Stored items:
····················
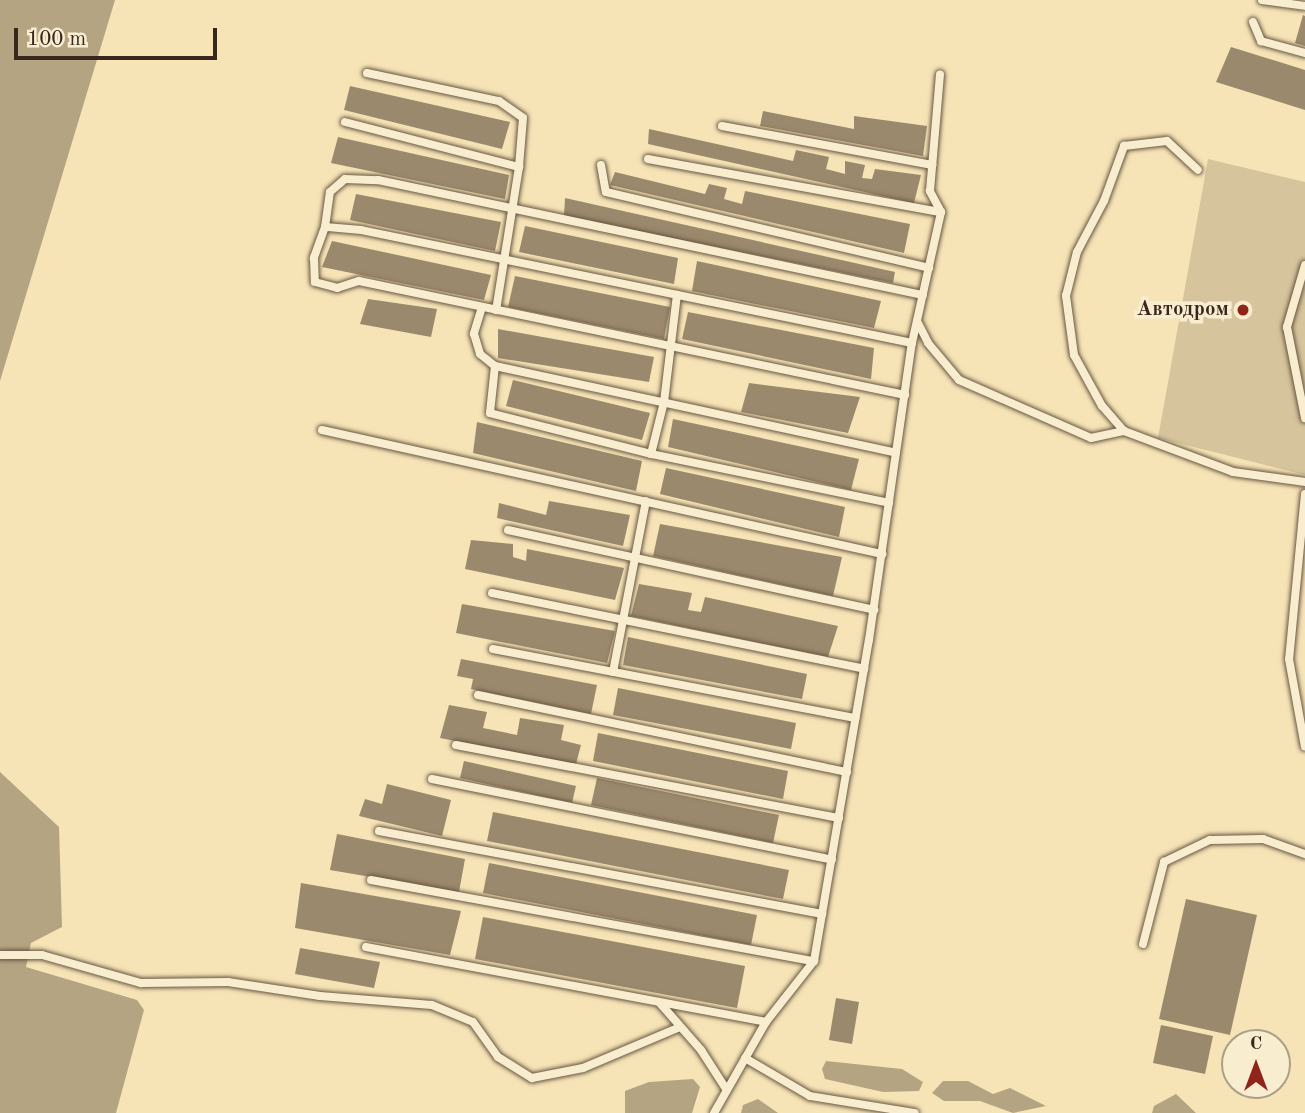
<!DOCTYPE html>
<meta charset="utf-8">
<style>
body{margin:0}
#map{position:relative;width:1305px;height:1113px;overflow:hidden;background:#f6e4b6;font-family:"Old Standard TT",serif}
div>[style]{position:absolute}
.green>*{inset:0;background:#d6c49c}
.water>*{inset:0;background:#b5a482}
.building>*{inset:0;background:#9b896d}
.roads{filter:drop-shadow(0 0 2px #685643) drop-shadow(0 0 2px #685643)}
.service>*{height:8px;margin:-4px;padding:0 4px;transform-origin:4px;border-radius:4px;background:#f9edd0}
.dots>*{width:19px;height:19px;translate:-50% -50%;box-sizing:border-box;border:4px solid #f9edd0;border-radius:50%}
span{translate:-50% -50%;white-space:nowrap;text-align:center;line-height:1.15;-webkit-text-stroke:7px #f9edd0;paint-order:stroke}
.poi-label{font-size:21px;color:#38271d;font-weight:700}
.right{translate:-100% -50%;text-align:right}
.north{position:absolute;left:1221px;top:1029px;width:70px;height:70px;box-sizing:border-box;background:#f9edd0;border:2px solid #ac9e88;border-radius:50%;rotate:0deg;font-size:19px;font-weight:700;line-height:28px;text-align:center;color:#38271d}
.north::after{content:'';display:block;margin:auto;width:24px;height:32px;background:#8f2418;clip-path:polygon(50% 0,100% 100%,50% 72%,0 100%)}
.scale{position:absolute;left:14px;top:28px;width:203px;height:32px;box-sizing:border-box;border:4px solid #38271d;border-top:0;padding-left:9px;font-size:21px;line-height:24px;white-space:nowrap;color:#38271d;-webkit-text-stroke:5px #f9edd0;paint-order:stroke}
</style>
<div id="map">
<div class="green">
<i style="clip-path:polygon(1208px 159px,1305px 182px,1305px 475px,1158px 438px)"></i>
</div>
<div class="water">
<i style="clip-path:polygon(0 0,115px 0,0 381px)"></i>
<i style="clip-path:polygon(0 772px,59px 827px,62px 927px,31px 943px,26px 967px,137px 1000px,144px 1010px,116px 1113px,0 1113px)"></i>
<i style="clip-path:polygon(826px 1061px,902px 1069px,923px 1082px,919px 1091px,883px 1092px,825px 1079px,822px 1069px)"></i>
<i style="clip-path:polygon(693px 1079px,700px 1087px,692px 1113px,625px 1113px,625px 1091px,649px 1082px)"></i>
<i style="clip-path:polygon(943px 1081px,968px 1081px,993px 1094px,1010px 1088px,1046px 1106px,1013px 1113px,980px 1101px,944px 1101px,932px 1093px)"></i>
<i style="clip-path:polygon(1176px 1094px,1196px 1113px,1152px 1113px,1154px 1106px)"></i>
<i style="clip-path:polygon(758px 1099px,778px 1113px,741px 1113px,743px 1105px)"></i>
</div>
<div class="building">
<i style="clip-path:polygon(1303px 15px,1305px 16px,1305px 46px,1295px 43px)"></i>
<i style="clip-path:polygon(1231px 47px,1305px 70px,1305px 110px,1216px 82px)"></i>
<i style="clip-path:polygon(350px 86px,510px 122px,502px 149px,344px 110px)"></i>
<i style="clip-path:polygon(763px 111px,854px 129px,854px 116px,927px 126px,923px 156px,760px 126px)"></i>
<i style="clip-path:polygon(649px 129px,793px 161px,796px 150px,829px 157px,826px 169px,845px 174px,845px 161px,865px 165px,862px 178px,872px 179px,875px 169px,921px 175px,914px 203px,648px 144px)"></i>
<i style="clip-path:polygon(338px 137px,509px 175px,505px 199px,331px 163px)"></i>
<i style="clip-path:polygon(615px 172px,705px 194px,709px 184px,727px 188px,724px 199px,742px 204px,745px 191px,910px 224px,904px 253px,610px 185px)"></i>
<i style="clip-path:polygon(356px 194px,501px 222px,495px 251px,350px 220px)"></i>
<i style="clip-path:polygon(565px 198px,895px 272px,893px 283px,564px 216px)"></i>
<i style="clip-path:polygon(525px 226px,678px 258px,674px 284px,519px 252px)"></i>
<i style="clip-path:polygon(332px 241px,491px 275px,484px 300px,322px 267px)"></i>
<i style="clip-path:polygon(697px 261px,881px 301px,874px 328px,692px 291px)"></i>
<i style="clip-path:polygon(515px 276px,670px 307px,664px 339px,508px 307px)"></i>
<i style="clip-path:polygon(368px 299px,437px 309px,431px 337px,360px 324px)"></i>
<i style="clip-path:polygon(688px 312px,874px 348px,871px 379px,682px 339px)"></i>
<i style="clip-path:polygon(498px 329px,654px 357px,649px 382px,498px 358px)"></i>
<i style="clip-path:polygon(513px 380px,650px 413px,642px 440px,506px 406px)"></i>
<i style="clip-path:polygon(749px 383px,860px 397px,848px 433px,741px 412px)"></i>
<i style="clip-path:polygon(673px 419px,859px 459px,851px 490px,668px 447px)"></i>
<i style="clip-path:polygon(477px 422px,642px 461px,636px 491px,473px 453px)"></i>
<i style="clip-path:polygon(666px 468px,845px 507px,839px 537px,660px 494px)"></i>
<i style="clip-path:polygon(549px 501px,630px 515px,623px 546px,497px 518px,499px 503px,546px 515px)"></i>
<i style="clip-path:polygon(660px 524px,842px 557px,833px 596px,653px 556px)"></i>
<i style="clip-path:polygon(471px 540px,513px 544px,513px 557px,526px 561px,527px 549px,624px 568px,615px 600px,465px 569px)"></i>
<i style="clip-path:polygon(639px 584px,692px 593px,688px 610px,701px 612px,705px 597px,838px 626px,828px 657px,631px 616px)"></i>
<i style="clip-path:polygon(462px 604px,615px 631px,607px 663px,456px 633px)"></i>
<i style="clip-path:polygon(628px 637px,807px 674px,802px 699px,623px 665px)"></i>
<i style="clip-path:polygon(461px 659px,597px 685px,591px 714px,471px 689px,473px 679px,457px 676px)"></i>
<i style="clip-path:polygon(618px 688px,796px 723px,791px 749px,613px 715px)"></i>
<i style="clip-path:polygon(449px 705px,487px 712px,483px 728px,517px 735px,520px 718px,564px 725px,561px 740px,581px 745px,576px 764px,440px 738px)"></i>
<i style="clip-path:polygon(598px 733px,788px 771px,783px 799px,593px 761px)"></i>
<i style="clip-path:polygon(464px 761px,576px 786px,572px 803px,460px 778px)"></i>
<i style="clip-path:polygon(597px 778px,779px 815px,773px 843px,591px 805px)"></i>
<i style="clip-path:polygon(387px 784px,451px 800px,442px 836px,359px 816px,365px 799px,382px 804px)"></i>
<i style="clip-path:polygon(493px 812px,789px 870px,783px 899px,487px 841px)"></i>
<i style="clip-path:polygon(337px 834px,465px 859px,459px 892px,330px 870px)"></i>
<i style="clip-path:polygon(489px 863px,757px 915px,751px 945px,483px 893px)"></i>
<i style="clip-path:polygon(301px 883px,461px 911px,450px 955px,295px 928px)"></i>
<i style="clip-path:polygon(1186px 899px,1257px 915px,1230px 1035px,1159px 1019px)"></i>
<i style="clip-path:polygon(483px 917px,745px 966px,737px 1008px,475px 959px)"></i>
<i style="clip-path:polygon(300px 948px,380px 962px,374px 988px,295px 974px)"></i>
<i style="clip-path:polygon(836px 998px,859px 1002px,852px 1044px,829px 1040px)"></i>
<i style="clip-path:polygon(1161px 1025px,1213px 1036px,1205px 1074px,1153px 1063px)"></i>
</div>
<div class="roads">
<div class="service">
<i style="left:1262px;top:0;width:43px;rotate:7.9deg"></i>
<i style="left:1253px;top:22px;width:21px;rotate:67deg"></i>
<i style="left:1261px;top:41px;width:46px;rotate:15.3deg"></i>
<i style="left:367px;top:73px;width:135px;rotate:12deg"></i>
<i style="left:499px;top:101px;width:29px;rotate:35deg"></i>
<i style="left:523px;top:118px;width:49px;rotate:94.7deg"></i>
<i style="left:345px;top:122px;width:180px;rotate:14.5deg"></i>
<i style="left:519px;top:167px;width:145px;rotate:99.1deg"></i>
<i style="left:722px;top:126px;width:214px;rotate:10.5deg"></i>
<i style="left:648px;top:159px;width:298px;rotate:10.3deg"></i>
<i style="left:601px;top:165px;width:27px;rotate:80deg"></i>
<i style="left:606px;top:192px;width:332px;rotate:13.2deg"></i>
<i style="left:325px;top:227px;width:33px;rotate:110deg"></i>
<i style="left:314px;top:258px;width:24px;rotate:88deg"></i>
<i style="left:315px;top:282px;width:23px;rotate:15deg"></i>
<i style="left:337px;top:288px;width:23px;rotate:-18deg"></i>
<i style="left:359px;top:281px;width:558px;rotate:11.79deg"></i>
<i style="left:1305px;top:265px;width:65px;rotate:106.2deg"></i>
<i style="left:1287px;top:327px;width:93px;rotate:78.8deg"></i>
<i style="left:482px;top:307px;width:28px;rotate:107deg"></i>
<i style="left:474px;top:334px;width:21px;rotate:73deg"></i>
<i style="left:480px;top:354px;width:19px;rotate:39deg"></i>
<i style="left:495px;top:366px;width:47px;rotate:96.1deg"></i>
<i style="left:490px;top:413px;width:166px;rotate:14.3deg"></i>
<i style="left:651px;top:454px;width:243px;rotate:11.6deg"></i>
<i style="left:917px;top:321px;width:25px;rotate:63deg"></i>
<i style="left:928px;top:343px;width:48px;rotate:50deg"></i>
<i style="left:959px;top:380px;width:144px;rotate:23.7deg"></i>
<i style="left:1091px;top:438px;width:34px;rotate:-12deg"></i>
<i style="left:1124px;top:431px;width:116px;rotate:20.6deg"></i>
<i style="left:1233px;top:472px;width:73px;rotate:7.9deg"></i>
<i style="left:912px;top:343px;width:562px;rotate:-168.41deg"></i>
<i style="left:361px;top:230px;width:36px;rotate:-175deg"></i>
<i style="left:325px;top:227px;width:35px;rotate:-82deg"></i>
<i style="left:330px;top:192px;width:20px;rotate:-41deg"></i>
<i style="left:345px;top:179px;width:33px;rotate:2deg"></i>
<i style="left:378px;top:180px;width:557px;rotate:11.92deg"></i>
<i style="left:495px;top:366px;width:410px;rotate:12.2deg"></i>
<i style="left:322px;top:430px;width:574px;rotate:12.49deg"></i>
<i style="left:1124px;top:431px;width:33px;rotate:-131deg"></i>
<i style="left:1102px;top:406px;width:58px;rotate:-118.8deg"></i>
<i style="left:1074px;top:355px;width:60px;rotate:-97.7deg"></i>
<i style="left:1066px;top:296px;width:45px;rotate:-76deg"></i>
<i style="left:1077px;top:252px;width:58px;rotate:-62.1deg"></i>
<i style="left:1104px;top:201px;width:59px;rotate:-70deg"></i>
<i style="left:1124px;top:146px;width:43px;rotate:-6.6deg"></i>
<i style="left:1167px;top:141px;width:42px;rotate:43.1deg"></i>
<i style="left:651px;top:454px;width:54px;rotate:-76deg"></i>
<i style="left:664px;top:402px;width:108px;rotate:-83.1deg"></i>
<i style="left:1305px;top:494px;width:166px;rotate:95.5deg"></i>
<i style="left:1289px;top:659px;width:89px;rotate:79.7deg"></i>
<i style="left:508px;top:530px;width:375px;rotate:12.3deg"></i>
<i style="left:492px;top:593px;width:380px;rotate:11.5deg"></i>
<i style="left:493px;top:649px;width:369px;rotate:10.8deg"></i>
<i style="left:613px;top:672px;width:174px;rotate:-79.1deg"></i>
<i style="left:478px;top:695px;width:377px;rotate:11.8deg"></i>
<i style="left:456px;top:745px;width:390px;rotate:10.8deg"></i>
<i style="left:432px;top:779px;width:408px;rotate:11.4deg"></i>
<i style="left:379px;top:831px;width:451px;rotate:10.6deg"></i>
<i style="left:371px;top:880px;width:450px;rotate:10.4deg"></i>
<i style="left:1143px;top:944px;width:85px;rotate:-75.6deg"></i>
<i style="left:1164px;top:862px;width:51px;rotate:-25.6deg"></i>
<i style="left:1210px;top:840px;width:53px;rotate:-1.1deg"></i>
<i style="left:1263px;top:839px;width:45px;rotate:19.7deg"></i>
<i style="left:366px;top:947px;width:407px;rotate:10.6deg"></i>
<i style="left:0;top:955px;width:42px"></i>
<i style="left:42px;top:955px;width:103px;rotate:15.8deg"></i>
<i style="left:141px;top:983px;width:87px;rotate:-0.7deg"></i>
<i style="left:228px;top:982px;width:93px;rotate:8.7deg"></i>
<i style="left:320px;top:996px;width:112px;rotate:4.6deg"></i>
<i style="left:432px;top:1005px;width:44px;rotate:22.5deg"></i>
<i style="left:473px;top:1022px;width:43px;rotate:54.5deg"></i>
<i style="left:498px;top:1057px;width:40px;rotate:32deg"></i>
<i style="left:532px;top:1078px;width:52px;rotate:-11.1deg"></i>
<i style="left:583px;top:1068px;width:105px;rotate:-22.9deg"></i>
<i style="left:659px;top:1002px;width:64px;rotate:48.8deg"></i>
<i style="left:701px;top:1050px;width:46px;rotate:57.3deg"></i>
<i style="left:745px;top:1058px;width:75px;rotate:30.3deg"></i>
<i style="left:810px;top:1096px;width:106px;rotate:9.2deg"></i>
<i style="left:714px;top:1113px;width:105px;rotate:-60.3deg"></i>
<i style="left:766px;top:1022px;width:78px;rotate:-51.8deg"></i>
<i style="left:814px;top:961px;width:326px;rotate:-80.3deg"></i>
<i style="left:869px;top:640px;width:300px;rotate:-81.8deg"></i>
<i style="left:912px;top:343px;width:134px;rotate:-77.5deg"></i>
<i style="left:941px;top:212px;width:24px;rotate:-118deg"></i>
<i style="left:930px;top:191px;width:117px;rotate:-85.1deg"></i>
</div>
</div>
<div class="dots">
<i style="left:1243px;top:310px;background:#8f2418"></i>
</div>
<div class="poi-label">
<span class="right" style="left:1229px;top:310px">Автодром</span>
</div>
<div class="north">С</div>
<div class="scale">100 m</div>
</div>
····················
About this task: Which lines above contain the word "service"? Copy each one.

Task output:
.service>*{height:8px;margin:-4px;padding:0 4px;transform-origin:4px;border-radius:4px;background:#f9edd0}
<div class="service">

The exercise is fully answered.